__EXCERPTED RECORDS__
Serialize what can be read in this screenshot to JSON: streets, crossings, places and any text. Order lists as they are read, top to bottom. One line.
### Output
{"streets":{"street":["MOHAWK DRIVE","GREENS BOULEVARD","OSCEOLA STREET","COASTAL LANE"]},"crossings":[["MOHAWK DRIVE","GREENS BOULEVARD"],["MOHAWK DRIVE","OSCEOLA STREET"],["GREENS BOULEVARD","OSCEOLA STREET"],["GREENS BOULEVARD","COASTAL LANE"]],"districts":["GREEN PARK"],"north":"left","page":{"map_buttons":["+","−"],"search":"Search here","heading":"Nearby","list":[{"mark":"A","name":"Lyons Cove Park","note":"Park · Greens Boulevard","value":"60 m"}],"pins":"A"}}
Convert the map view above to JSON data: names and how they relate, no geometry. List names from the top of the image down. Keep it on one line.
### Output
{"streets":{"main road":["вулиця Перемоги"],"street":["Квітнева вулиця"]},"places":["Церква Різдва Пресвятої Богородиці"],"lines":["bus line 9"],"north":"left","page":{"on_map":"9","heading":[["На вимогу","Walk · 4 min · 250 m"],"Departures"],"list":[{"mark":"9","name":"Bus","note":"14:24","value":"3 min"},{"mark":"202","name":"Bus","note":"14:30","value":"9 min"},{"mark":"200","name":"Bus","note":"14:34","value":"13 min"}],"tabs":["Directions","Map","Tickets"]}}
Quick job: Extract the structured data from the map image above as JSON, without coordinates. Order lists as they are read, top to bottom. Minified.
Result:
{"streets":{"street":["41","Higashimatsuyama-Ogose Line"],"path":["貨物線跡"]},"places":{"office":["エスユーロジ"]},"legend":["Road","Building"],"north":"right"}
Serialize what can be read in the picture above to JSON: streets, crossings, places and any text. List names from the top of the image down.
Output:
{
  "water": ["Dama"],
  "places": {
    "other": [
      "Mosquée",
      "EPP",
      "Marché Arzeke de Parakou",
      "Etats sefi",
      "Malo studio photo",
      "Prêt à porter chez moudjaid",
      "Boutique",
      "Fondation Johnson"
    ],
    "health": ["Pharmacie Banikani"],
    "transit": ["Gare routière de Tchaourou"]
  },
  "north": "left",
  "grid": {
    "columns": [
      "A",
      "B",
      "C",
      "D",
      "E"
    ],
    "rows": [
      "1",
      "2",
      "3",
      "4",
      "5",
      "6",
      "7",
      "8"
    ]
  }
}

__AIM OF THE EXERCISE__
Return exactly the lines above from the line that has "Quick job: Extract" through the line that has "Serialize what can be read in the", inclusive, and nothing else.

__RESPONSE BOX__
Quick job: Extract the structured data from the map image above as JSON, without coordinates. Order lists as they are read, top to bottom. Minified.
Result:
{"streets":{"street":["41","Higashimatsuyama-Ogose Line"],"path":["貨物線跡"]},"places":{"office":["エスユーロジ"]},"legend":["Road","Building"],"north":"right"}
Serialize what can be read in the picture above to JSON: streets, crossings, places and any text. List names from the top of the image down.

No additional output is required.